Here's an interesting test. Take a look at what you believe in. Take a look at who you listen to on those topics. Then look at the messenger, and make an assessment.

That's an interesting mirror, now, isn't it?

The article ends with a "what to do about it" theme, which is useful enough. Kahan says, "The goal can't be to create a kind of psychological house of mirrors so that people end up seeing exactly what you want. The goal has to be to create an environment that allows them to be open-minded."

That's a challenge in dissolving dualism, so that we don't see ourselves as "different" or separate from one another or the universe. (A topic for another day.)

But I'd like to end somewhere a little different.

It's not about them and what they believe or what they do to try to get you to believe. No sir. It's about you.

Find the mirrors that enable you to see yourself clearly.

Then decide whether you like what you see. Change what you don't like.

And when you change yourself, you'll change the world.


  1. Good way to start my day. Thanks, John. Your essay brings to mind my reaction to Tom's teachings about soldiers/warriors and war; during one of the workshops of our two year session. I have always been a vehement anti-war, nonviolence believer and practitioner. But that particular study and discussion, opened up my mind and caused me to do a lot of soul searching. A very unsettling, mind stretching experience. <3

  2. Very interesting! I'm all for dissolving dualism but I wonder if we also must learn to live with paradox. What if both views are correct and mutually exclusive? How do we remove the filter of our culture, upbringing, etc.? Can we, really?
    It makes sense to me that we would respond more positively to what fits what we already know since those brain pathways are already in existence in our brains and the incoming information has a place to go. And, for me, I think I much rather listen to someone who presents a reasonable argument filled with history and science to one that is based soley on an emotional response. But I'll have to see if that is really true about me...

  3. John,
    This is a great thing to ponder. I once had a fortune cookie in which my fortune read, "If you picture it in your mind, you will find it in your life." Put another way, be careful what you wish just might get it.
    My younger sister once told me a story of a student she was teaching English to in the UAE. She flunked her student not becuase the student had presented a report to the class derogatory towards the United States. She said that it was a great content, sound arguments, etc. She flunked the student because the student forgot her audience...meaning my sister. I wondered, as only a sibling can, did my sister forget her audience?
    Paradox, I think, is life. Summer, winter, life, death...

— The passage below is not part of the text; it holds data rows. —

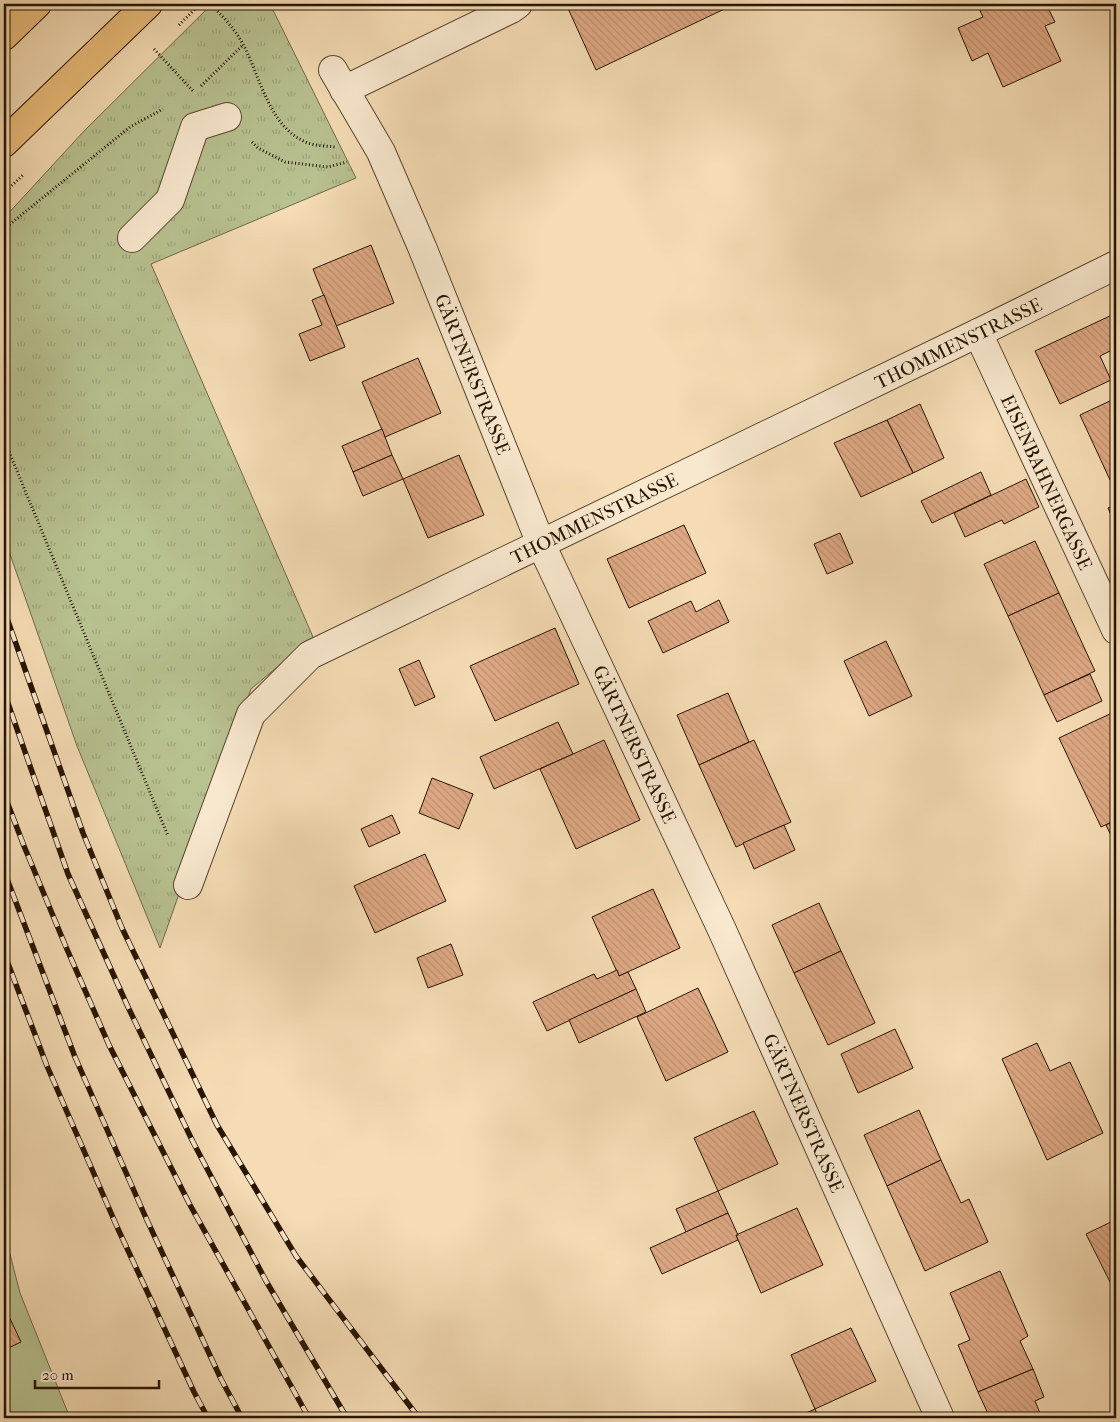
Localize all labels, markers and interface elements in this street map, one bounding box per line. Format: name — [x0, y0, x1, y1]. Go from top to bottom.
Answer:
street label: GÄRTNERSTRASSE — [430, 291, 515, 458]
street label: THOMMENSTRASSE — [871, 294, 1046, 394]
street label: EISENBAHNERGASSE — [996, 391, 1097, 574]
street label: THOMMENSTRASSE — [507, 469, 682, 569]
street label: GÄRTNERSTRASSE — [588, 662, 680, 827]
street label: GÄRTNERSTRASSE — [758, 1031, 848, 1197]
scale bar — [35, 1357, 159, 1389]
text: 20 m — [42, 1366, 74, 1384]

  4. Thanks for the great comments, gang.

    Life IS a paradox - dualism and unity are mutually exclusive, and yet they are both true. I think that the way they are each (truly) experienced is, perhaps not surprisingly, from a mutually exclusive perspective. The truth doesn't change. Our vantage point, on the other hand, can be infinitely varying, if we're willing.

    I have been going through a very powerful process of self-change lately. In it, I have often asked myself, "What beliefs am I willing to give up, in order to become whole? In order to find truth?"

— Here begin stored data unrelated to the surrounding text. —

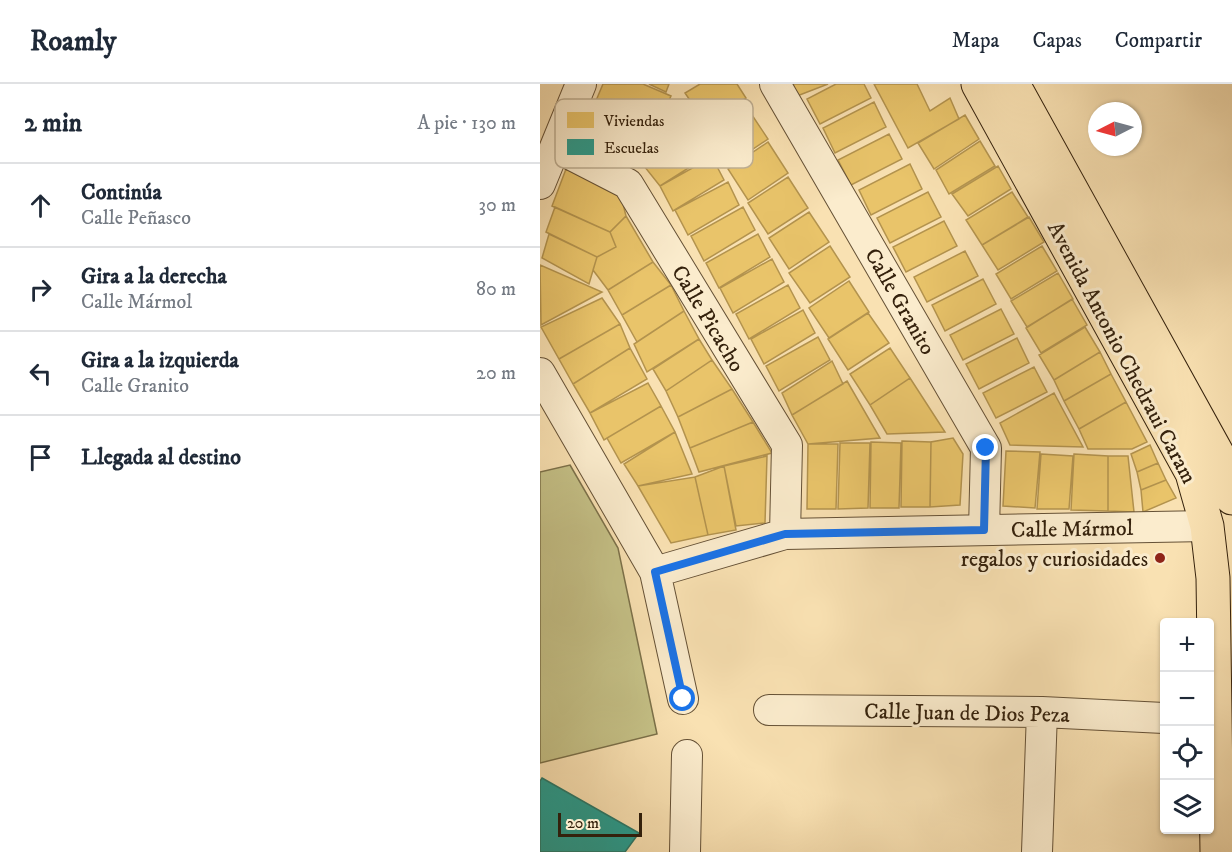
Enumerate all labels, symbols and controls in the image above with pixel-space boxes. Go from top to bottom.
text: Roamly [30,24,116,59]
text: Mapa [952,28,999,54]
text: Capas [1032,28,1082,54]
text: Compartir [1115,28,1202,54]
legend [555,99,753,168]
north arrow [1088,102,1142,156]
text: 2 min [24,107,82,140]
text: A pie · 130 m [417,111,516,136]
text: Viviendas [603,111,664,131]
text: Escuelas [604,138,659,158]
text: Continúa [81,179,162,206]
icon: ahead [24,189,57,222]
text: 30 m [478,193,516,218]
text: Calle Peñasco [81,206,191,231]
street label: Avenida Antonio Chedraui Caram [1041,217,1202,488]
street label: Calle Granito [858,244,941,360]
street label: Calle Picacho [665,260,750,377]
text: Gira a la derecha [81,263,227,290]
icon: right [24,273,57,306]
text: 80 m [476,277,516,302]
text: Calle Mármol [81,290,192,315]
text: Gira a la izquierda [81,347,239,374]
icon: left [24,357,57,390]
text: 20 m [476,361,516,386]
text: Calle Granito [81,374,189,399]
route end [972,434,998,460]
icon: arrive [24,441,57,474]
text: Llegada al destino [81,444,241,471]
street label: Calle Mármol [1011,515,1134,544]
place label: regalos y curiosidades [961,546,1148,573]
marker: regalos y curiosidades [1153,551,1167,565]
map controls [1160,618,1214,834]
button: + [1160,618,1214,672]
button: − [1160,672,1214,726]
route start [669,685,695,711]
street label: Calle Juan de Dios Peza [864,698,1071,729]
button: locate [1160,726,1214,780]
button: layers [1160,780,1214,834]
scale bar [558,810,642,838]
text: 20 m [567,813,599,833]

    There were a LOT of them, once I started looking -- beliefs that made me feel good about myself, or righteous, or whatever. And many were at least partly true.

    But I suspected that many obscured my vision and the path to understanding. So I'd give them up, at least for a while, and contemplate the world that I saw without them coloring my vision.

    Turns out, they WERE in the way. And I didn't need most of them.

    They were also hard to abandon.

  5. Hi John,
    I'm moved by your presence to this particular transition in your life. It's amazing how spot on Plato was..."the unexamined life is not worth living."

    It's amazing to see the shift in perspective, presence, the enthusiasim behind your words,the hope in this project. "Massive Action" my brother!

  6. Hi Anonymous,
    Thanks for your support. I am enthusiastic about this project. I'm looking forward to what emerges, both for me personally, and for those who come along.

    Thanks for stopping by! Do come again.

  7. A pleasure to find you doing well and a pleasure to find your blog! Interesting stuff indeed.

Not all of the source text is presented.